Friday, December 28, 2012

What I have that Rowan doesn't

As Christmas approached, I began to realize that watching Rowan open her presents without someone to share that joy with was going to be pretty sad for me. Fortunately, my mom had anticipated that and let me know that she wanted to be at my house for Christmas Eve and Christmas morning. The closer it got, the more glad I was.

On Christmas Eve, after Rowan went to bed (and finally fell asleep), I started wrapping the last of the presents, stuffing the stocking, and eating Santa's cookies (I'm sure this tradition was started by a parent with a sweet tooth as an excuse to get more cookies - I must thank them). All the while my mom sat and talked with me about anything and everything, like we have since as long as I can remember.

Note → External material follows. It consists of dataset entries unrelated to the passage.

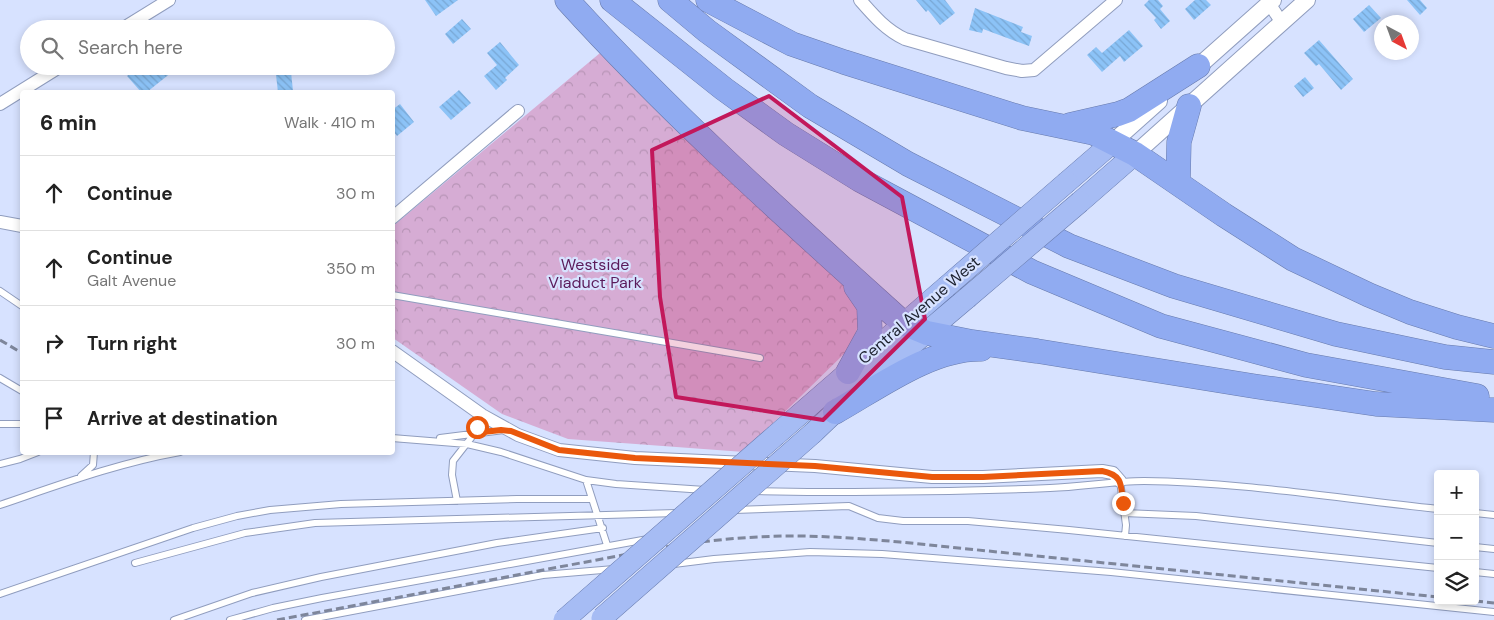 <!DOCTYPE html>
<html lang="en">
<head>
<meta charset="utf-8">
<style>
	body { margin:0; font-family:"DM Sans",sans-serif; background:#f6f6f6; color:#222 }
	.controls { position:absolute; right:15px; bottom:15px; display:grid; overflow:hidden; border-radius:5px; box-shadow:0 2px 8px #0003 }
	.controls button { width:45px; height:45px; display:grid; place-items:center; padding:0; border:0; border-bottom:1px solid #e0e0e0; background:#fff; color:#222; font:25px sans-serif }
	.compass { position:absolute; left:1374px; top:15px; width:45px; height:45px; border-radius:50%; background:#fff; box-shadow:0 2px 8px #0003; rotate:139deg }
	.stop { position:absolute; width:15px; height:15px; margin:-11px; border:4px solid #ea580c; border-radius:50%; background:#fff }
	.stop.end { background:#ea580c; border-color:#fff; box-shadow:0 1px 5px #0008 }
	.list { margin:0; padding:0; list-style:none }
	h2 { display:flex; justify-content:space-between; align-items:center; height:65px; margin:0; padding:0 20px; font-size:21px }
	h2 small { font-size:16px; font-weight:400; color:#767676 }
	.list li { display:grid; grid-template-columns:32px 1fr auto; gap:15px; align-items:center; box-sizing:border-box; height:75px; padding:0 20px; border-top:1px solid #e0e0e0 }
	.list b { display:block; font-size:19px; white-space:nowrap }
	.list p { margin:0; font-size:16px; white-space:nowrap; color:#767676 }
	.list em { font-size:16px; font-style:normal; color:#767676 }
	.icon { flex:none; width:28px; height:28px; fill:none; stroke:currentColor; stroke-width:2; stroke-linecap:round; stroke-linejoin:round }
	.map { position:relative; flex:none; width:1494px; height:620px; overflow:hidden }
	.search { position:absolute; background:#fff; box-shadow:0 2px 8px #0003; left:20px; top:20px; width:375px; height:55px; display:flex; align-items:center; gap:12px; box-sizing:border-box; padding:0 18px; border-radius:28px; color:#767676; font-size:19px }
	.panel { position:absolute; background:#fff; box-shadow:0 2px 8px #0003; left:20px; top:90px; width:375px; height:365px; border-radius:5px }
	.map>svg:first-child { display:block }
</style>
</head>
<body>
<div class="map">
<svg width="1494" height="620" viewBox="0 0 1494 620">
	<defs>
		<pattern id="park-crowns" width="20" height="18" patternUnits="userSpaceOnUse" patternTransform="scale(1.25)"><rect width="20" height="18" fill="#d6acd4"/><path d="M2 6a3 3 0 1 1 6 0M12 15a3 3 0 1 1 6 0" fill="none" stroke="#b794b6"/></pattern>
		<pattern id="building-back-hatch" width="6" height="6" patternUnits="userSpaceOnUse" patternTransform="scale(1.25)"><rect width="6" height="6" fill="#8cc3f7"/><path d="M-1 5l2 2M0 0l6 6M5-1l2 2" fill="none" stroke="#78a7d4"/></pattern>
	</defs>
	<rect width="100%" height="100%" fill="#d7e2ff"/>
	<path fill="url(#park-crowns)" d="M 600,53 L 853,291 L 862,318 L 848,350 L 744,452 L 568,439 L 502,414 L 393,338 L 393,226 Z"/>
	<path fill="url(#building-back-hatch)" d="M 425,0 L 458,0 L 436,16 Z
		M 916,0 L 945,0 L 955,13 L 940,25 L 928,10 L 926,12 Z
		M 1149,0 L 1158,0 L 1163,6 L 1160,9 L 1170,21 L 1161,29 L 1154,20 L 1156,18 L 1144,5 Z
		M 1195,0 L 1206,0 L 1211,5 L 1194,20 L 1185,9 Z
		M 1407,0 L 1420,0 L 1427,8 L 1420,15 Z
		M 1369,5 L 1381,18 L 1364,32 L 1353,19 Z
		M 975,8 L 1023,27 L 1021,32 L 1032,36 L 1029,46 L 983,29 L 982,33 L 969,30 Z
		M 462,19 L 471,29 L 453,44 L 445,34 Z
		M 1129,30 L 1143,46 L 1124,62 L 1120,56 L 1102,72 L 1087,55 L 1096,47 L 1102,53 Z
		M 1319,40 L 1353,79 L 1341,90 L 1319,64 L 1316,66 L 1304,53 Z
		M 500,42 L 519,65 L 505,78 L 507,80 L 496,90 L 484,76 L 497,65 L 487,53 Z
		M 139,66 L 167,66 L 172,72 L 147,92 L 141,92 L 127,76 Z
		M 270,66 L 288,66 L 291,72 L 293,91 L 278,92 L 276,75 Z
		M 1305,77 L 1314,88 L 1303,97 L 1294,86 Z
		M 459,90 L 471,103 L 451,120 L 439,107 Z
		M 400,104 L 414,122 L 397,136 L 392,130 L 392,110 Z"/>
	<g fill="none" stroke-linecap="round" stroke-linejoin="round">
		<defs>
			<path id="service" d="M 0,291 L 22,306
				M 392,295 L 760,358
				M 0,378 L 22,391
				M 0,424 L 22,424
				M 392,438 L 467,444 L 501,452 L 586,480 L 616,484 L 705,490
				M 440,438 L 504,430
				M 0,464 L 20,459 L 38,452
				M 81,476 L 93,465 L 94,452
				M 586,480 L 607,545
				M 1120,481 L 1126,525 L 1125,536
				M 755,491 C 853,493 952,492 1050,488 C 1082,487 1113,481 1144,481 C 1242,482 1340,499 1438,509
				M 457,501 L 452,475 L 453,461 L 471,438 L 482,415
				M 0,505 C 59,485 118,463 180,452
				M 734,510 L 849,506 L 878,518 L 903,521 L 968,521 L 1069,530 L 1438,568
				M 1124,513 L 1196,516 L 1438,543
				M 1475,513 L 1494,515
				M 1475,547 L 1494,549
				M 135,563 L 245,533 L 315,523 L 677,513
				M 674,564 L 714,559 L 810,552 L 882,554 L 1111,572 L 1494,612
				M 1475,572 L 1494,574
				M 0,594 L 193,528 L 237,516 L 270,510 L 341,504 L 517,499 L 592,499
				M 174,620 L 252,593 L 321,577 L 497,543 L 603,528
				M 230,620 L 273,608 L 322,598 L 648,539
				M 305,620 L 543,575 L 614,569"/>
			<path id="minor" d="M 860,0 C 874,16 886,30 905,39 L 1006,68 L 1022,71 L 1034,70 L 1116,0
				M 1267,0 L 1282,23
				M 122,29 L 169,0
				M 0,104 L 61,66
				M 392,218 L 518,111
				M 0,222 L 22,226
				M 392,351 L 482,415 L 518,435 L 559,450 L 635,458 L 815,466 L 932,477 L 983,477 L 1102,471 L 1113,473 L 1120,481"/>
			<path id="tertiary" d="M 1191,73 L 1273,0
				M 1112,143 L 1159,101
				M 1135,154 L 1307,0"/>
			<path id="trunk" d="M 1067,182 L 1112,143
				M 1080,202 L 1135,154
				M 813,433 L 856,392 L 967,298
				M 776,435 L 946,287"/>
			<path id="motorway" d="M 567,0 C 672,116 788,219 903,323 L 927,333 L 972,342 L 1037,351 L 1253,386 L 1376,404 L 1494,410
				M 612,0 L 724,89 L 786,134 L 860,180 L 1032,272 L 1161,326 L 1306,365 L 1477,396
				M 670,0 L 707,31 L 810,106 L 908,164 L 1069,246 L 1174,286 L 1336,334 L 1445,357 L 1494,362
				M 708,0 L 792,44 L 844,62 L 1022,118 L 1094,133 L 1135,154 L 1224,215 L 1293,259 L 1369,295 L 1410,312 L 1457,327 L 1494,336
				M 1070,125 L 1118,114 L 1129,110 L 1198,66
				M 1178,183 L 1179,142 L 1189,106
				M 848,372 L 870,332 L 869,306 L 856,287
				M 835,412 C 878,388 931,348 981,349"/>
		</defs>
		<use href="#service" stroke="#909dbe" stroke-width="8"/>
		<use href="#minor" stroke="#909dbe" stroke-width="14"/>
		<use href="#tertiary" stroke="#909dbe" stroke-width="18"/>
		<use href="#trunk" stroke="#677aac" stroke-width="22"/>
		<use href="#motorway" stroke="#677aac" stroke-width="25"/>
		<use href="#service" stroke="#fff" stroke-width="6"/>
		<use href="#minor" stroke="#fff" stroke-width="12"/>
		<use href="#tertiary" stroke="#fff" stroke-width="16"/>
		<use href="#trunk" stroke="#a6bcf4" stroke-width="21"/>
		<use href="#motorway" stroke="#90abf1" stroke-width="24"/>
		<path stroke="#7e869b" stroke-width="3" stroke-dasharray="8 4" stroke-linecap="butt" d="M 0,340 L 22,353
			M 1475,601 L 1494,603
			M 277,620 L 671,546 C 712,540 752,536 793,536 C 829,536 865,539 900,542 L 1438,597"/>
		<defs>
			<path id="trunk-bridge" d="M 946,287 L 1067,182
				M 967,298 L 1080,202
				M 602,618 L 813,433
				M 564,620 L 776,435"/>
		</defs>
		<use href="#trunk-bridge" stroke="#677aac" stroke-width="22" stroke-linecap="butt"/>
		<use href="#trunk-bridge" stroke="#a6bcf4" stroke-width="21"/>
	</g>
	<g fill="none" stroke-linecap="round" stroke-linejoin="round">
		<path stroke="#ea580c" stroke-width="6" d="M 477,427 L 474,433 L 501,430 L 511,431 L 559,450 L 635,458 L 815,466 L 932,477 L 983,477 L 1102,471 C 1123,475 1121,485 1123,503"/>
	</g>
	<path fill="#c2185b" fill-opacity="0.2" stroke="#c2185b" stroke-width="4" stroke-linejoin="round" d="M 769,96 L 902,197 L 925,319 L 823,420 L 676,397 L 660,297 L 652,150 Z"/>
	<g text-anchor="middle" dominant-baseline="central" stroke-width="4.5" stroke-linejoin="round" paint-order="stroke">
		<g font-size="16" fill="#5b1b5b" stroke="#d7e2ff">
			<text x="595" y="264">Westside<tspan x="595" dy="18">Viaduct Park</tspan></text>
		</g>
		<g font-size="16" fill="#1b202d" stroke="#d7e2ff">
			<text transform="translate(919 310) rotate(-41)">Central Avenue West</text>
		</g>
	</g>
</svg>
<div class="controls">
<button>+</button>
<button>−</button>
<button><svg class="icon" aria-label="layers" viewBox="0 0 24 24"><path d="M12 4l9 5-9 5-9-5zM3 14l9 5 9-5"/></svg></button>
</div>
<svg class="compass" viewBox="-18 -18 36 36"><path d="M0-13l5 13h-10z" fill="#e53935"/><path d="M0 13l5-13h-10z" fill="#767676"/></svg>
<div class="stop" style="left:477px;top:427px"></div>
<div class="stop end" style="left:1123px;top:503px"></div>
<div class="search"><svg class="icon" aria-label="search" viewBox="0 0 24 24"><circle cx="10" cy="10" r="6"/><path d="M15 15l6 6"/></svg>Search here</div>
<section class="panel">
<h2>6 min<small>Walk · 410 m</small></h2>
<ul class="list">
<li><svg class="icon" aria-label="ahead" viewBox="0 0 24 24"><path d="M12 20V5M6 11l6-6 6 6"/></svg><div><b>Continue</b></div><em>30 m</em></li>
<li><svg class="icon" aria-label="ahead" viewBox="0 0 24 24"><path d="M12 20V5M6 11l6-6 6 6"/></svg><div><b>Continue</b><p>Galt Avenue</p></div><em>350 m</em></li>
<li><svg class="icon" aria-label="right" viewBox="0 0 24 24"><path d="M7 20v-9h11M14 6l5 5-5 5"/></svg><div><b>Turn right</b></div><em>30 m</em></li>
<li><svg class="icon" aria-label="arrive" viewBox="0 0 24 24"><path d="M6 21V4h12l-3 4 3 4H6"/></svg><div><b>Arrive at destination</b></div></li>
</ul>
</section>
</div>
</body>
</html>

On Christmas morning we watched Rowan together as she opened up all of her gifts, delighted over and over again at the wonderful surprises she found in each package. And I thought more than once that this is the sort of thing Aimee loved most - seeing Rowan in her joy and delight was Aimee's greatest joy and delight. I miss Aimee most in those moments, largely because I can't share them with her.

But at least this time, I was able to share the moment with my mom.

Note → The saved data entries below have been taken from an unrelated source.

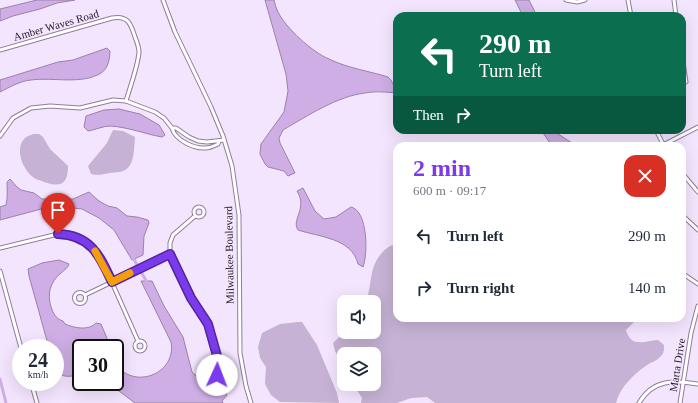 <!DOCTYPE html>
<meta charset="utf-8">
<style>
:root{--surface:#fff;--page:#f2f2f3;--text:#1f2937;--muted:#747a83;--accent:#7c3aed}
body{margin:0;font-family:Georgia,serif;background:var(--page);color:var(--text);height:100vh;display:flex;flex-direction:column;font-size:15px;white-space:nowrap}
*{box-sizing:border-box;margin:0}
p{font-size:13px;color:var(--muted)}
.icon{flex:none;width:22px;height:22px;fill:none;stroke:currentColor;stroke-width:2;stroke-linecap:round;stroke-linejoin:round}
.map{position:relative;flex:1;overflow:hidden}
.panel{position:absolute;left:393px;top:142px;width:293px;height:180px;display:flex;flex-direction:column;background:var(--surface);border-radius:12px;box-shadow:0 4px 16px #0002}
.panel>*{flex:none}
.hud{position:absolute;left:393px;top:12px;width:293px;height:122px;border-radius:12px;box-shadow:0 4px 16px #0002;background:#0b6e4f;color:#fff;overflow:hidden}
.buttons{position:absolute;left:337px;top:295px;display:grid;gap:8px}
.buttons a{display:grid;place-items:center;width:44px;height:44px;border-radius:8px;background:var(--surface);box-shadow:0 4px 16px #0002;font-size:20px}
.speed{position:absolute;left:12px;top:339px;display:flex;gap:8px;font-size:20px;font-weight:700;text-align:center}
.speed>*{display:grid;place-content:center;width:52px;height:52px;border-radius:50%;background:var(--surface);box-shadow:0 4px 16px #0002;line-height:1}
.speed small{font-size:10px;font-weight:400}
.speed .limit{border:2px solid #111;border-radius:6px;background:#fff;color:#111}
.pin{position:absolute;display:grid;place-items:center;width:34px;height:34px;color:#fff;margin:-41px -17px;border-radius:50% 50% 50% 0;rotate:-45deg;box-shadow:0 0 4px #0007}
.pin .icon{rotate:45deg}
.me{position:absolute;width:44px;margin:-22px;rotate:2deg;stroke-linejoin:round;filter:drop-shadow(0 0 3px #0008)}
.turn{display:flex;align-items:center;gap:14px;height:84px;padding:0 20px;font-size:18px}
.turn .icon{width:52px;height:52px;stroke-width:2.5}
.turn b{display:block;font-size:28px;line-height:34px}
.then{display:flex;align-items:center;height:38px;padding:0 20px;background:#0003;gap:8px;font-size:15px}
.round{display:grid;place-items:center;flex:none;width:42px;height:42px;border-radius:12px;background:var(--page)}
.summary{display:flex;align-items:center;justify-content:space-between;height:68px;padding:0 20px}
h1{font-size:24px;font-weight:600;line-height:30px;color:var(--accent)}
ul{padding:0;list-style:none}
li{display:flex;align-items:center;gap:12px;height:52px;padding:0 20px}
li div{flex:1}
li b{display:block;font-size:15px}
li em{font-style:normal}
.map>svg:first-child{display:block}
.green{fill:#c6b2d4}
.water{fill:#ceaee5;stroke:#9a82ab}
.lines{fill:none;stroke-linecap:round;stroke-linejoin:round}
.canal{stroke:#ceaee5;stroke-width:3}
.street-casing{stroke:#8f7e9b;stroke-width:5}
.street{stroke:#fff;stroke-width:3}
.route-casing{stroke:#51269a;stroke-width:10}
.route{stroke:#7c3aed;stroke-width:7}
.slow{stroke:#f59e0b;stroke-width:7}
.labels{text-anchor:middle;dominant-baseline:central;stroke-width:3;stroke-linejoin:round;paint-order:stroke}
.street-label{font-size:11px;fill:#211a25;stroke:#f4e5fe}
</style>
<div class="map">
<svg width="698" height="403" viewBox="0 0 698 403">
<rect width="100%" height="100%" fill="#f4e5fe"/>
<g class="green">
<path d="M113 130 123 131 135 137C134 146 135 165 125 170 120 173 115 172 110 173 103 174 98 176 91 174L88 166 107 143Z"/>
<path d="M33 134H39L43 137 50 149 68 166C68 184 61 188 44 182 40 180 36 180 33 177 23 170 14 148 25 138 27 136 31 135 33 134Z"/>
<path d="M397 244V318H635V321L626 330C631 348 644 341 658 340L664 345C664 350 664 354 660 357 657 361 651 362 647 365 634 374 620 387 616 403H435L427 397 411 398 397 403H361L362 398 353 384H374V354H344V368L335 351 333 343 344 332H374V302H366C372 286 369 267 381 254 386 248 390 245 397 244Z"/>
<polygon points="298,322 302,322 317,345 337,393 339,403 280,402 271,395 265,384 266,367 260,358 258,347 262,333 280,324"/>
</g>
<g class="water">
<polygon points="37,0 75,0 57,3 40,9 13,16 0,21 0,9"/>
<path d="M265 0H274C275 4 276 8 278 12 286 28 312 52 329 59 347 68 369 71 388 77L391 80 394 86H397L396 93C386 92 375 91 365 93 338 96 307 116 283 130L279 138 280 143 295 173 288 176 284 171 268 167 265 164 260 154 261 144 284 112 288 91 286 74Z"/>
<polygon points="515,0 529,0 537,16 523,16"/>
<path d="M107 48 110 51C110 58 108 69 101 73 82 85 53 77 31 80 20 81 10 87 0 92V80L58 62 73 60Z"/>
<path d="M119 109 140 114 159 125 165 135 162 137C145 134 128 127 110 126 103 126 95 130 88 131L84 127 86 116 104 110Z"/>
<polygon points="541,130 552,130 572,143 573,146 552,146"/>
<path d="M10 179 16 186 21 190 34 193 42 199H73L89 192 99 201 108 206 117 208 127 216 137 217 148 220 149 223 144 236 143 255 132 260 114 230 99 218 82 209 64 207 45 208 0 220V207L6 205C8 197 7 190 7 182Z"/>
<path d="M303 188 315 211 324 219 336 217 351 207C368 211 368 254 363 267L358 264C352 238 319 237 298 230 291 220 308 208 297 191Z"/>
<path d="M59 260 69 264C68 268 64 270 61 273 50 282 47 294 51 307 53 313 56 319 63 321L65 324C74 328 89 331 96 323L101 324 109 343 110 348H81V375C70 376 63 379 55 370V348H49L29 276 28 269 42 263Z"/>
<path d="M141 281H152L153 283 164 306 183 337 192 372 195 375 207 377C212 386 215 388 225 390L227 395 222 401 223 403H135L107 382H115V363C133 391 177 374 171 342Z"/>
</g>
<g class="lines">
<g class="canal">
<polyline points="132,256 148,284"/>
<polyline points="0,379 6,403"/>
</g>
<g class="street-casing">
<g id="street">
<polyline points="163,0 175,32 211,107 223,136 232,166 239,215 240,353 246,386 251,403"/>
<polyline points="566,0 577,2 585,0"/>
<polyline points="628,0 631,16"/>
<polyline points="674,0 676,16"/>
<path d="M0 50 112 18C128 15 131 24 135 37 137 42 139 47 139 52 138 66 130 87 126 101"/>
<polyline points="682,56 686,82"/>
<polyline points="656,130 664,146"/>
<polyline points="0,136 13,118 31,108 50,106 80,108 113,100 126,101 155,112 164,118 172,128"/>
<path d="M219 141 218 144C214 146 210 148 206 148 194 149 175 140 172 128H176L189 137 198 141 207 142 224 140"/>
<polyline points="663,145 698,127"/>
<polyline points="682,173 698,192"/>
<circle cx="199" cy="212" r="5"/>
<polyline points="682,215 698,230"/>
<polyline points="195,216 173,235 170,243 170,254 191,298 208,324 221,370"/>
<polyline points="0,248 58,234 73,236 88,243 96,252 106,269 138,341"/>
<polyline points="0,271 21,348"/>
<polyline points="682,273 698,284"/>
<circle cx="80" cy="298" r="5.5"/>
<polyline points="85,295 170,254"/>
<circle cx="140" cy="346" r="5"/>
<circle cx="223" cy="375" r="5.5"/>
<polyline points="31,382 37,403"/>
<path d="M639 403C653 379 674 380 698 384"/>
<polyline points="680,403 691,333 698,306"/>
</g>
</g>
<use href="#street" class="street"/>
</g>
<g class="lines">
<g class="route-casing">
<path id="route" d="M58 234C91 235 100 256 112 282L170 254 191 298 208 324 221 370 218 372 217 375"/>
</g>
<use href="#route" class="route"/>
<polyline class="slow" points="95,251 112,282 130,273"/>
</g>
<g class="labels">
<g class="street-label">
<text transform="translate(56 25) rotate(-16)">Amber Waves Road</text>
<text transform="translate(229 255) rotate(-91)">Milwaukee Boulevard</text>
<text transform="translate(677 365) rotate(-81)">Marta Drive</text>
</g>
</g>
</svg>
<div class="buttons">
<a><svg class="icon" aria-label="sound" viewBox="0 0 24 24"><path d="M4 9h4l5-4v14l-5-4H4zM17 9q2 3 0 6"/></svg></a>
<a><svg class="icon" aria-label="layers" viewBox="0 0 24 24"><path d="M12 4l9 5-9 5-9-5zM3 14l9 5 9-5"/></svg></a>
</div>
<div class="speed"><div>24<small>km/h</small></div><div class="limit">30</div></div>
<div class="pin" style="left:58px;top:234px;background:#d93025"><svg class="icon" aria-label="arrive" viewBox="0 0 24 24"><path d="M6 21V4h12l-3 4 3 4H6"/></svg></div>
<svg class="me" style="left:217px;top:375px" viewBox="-20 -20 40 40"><circle r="19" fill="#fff"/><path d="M0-13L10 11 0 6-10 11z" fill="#7c3aed"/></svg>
<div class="hud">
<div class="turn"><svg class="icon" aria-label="left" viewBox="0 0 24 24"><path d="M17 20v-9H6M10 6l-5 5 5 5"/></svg><div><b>290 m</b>Turn left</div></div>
<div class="then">Then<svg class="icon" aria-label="right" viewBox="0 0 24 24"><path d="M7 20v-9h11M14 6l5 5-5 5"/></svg></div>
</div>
<section class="panel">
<div class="summary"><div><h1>2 min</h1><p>600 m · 09:17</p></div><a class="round" style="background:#d93025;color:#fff"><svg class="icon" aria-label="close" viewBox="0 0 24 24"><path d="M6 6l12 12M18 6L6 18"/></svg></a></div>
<ul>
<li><svg class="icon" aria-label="left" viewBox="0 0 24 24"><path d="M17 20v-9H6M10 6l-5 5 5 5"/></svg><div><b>Turn left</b></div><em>290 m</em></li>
<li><svg class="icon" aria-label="right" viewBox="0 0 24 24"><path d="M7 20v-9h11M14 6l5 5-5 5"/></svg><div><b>Turn right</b></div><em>140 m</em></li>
</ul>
</section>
</div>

As I reflected on this later, I realized this it is in times like these we need our moms the most. Not just the boo-boos and scraped knees of our childhood, or the excitement of scoring soccer goals or piano recitals, or even the pain of navigating high school dating or the excitement of getting our driver's license. It's also when we're adults, with families of our own, and life comes along and deals us a nasty blow, and that inner child in us longs to have our mommy there to comfort us.

My mommy is still here, and when I need her, she's there for me.

Rowan's isn't.

This put Rowan's loss in such a greater scale than I'd ever seen it before. I mean, I know that once you have children you're a parent for life. But the full scope of how important that is didn't really hit me until I noticed how grateful I was to my own mother for being there on Christmas morning. Rowan will have people that love her, but no one loves you like your mother, and Rowan will never have that again. Not through the scrapes, recitals, dating pains, or significant blows dealt by life. I'll be there as long as God allows, and I know that will be good for Rowan, but it won't be the same.

This is the magnitude of the loss suffered on that terrible day.

1 comment:

  1. Very well said, Pat. Perhaps with time God will provide her with a second Mommy. Until then, it's a credit to you that you are aware of her loss and it shows just how in tune you are with her situation. That counts for something.